▶ [Task to complete] Your copy should match the records below word for word and contain no pictures.

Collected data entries
[Start of section]
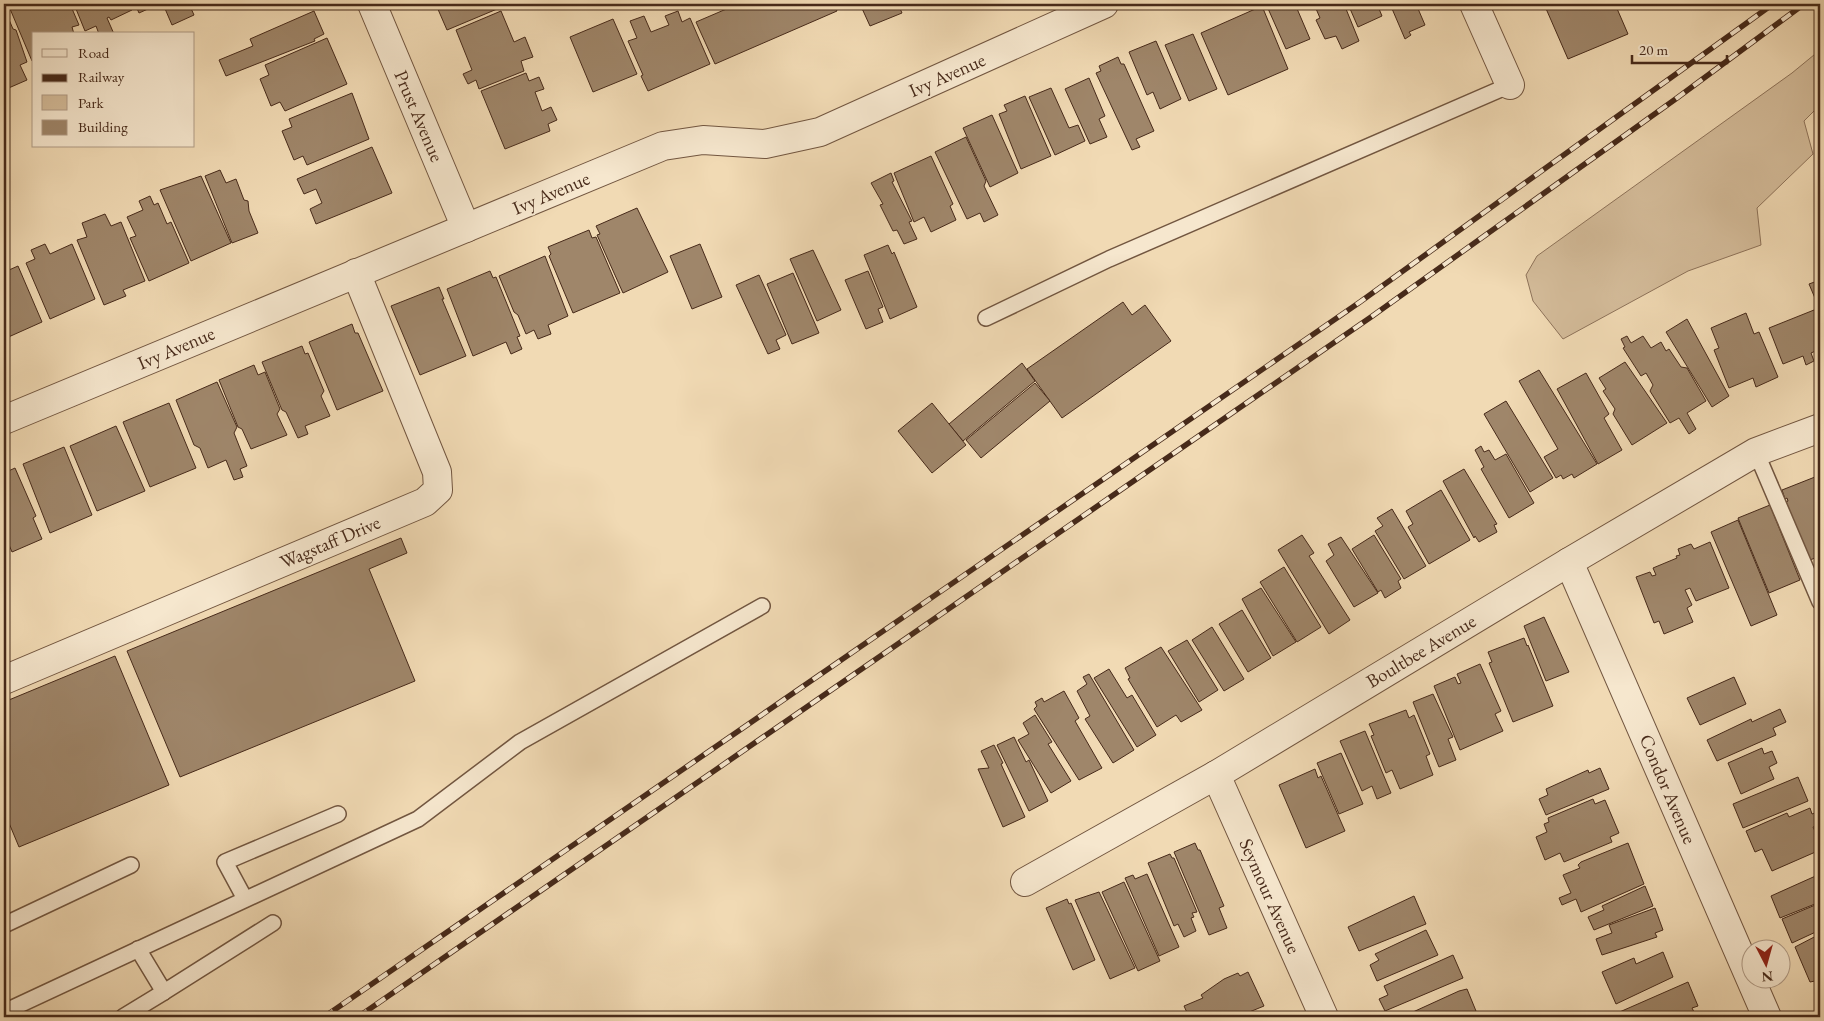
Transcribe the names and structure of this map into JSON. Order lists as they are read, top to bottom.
{
  "streets": {
    "street": [
      "Ivy Avenue",
      "Prust Avenue",
      "Wagstaff Drive",
      "Boultbee Avenue",
      "Condor Avenue",
      "Seymour Avenue"
    ]
  },
  "crossings": [
    ["Ivy Avenue", "Prust Avenue"],
    ["Ivy Avenue", "Wagstaff Drive"],
    ["Boultbee Avenue", "Condor Avenue"],
    ["Boultbee Avenue", "Seymour Avenue"]
  ],
  "legend": [
    "Road",
    "Railway",
    "Park",
    "Building"
  ],
  "scale_bar": "20 m",
  "north": "bottom"
}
[End of section]
▶ [Response area]
Transcribe the names and structure of this map into JSON. Order lists as they are read, top to bottom.
{
  "streets": {
    "street": [
      "Ivy Avenue",
      "Prust Avenue",
      "Wagstaff Drive",
      "Boultbee Avenue",
      "Condor Avenue",
      "Seymour Avenue"
    ]
  },
  "crossings": [
    ["Ivy Avenue", "Prust Avenue"],
    ["Ivy Avenue", "Wagstaff Drive"],
    ["Boultbee Avenue", "Condor Avenue"],
    ["Boultbee Avenue", "Seymour Avenue"]
  ],
  "legend": [
    "Road",
    "Railway",
    "Park",
    "Building"
  ],
  "scale_bar": "20 m",
  "north": "bottom"
}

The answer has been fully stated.